Appellant contends that it was error to admit the opinion evidence of one Matthews. The specific testimony referred to is not contained in any ground of appeal, nor is there any exception to any testimony of this witness permitted by the trial judge to stand over objection.

It is next argued that it was error to admit the testimony of two witnesses, Henry C. Rieger and Edward Jenkins. There is no ground of appeal setting out the testimony alleged to have been erroneously admitted. The ground argued in appellant's brief is that no testimony should have been received from these witnesses as to the value of the lands taken because it is contended that the respondent was not entitled to recover more than nominal damages. This objection was not made at the trial and the court made no ruling upon this question. For the reasons above stated, however, the testimony was competent.

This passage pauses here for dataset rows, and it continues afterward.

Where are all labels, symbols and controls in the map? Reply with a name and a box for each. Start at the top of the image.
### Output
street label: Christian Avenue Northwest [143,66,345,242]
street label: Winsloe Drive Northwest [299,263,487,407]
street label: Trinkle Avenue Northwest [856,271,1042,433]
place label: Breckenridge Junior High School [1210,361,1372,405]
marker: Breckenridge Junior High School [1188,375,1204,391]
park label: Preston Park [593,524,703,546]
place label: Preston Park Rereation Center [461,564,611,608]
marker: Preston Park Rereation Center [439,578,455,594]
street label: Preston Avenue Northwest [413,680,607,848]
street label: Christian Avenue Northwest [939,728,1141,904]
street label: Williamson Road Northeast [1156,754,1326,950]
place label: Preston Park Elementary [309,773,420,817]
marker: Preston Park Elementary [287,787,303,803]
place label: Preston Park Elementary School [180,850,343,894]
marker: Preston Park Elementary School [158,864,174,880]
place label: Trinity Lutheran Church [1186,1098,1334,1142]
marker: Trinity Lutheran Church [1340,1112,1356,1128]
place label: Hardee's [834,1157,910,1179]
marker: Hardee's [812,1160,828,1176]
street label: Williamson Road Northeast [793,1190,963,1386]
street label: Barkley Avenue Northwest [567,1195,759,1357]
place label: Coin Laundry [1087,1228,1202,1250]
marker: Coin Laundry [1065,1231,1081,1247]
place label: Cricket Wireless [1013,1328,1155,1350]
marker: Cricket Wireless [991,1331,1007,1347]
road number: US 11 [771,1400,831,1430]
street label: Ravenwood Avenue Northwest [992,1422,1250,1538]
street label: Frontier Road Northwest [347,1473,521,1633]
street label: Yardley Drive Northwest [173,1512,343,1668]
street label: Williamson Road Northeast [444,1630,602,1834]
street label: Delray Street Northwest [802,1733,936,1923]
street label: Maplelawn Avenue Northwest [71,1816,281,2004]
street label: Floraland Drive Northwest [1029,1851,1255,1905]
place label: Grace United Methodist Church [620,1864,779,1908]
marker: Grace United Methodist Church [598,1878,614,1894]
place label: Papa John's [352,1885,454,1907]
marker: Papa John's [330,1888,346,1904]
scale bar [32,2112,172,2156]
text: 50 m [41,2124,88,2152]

The appellant next contends that because real estate experts valued the lands in question at various figures from $22,498.28 to $31,200, there is no evidence to sustain the verdict for $7,500. But this is not necessarily true. Expert testimony is not necessarily binding upon the jury. The jury may adopt so much of it as appears sound, reject all of it, or adopt all of it. 10 R.C.L. 218; Hinners v. Edgewater and Fort Lee Railroad Co., 75 N.J.L. 514. The verdict represents the judgment of the jury, after viewing the premises and considering all of the evidence with respect to the value of the land.

It is argued that it was error for the trial judge to refuse to charge that the town held the property in its governmental capacity. As above pointed out, we do not regard this refusal as erroneous.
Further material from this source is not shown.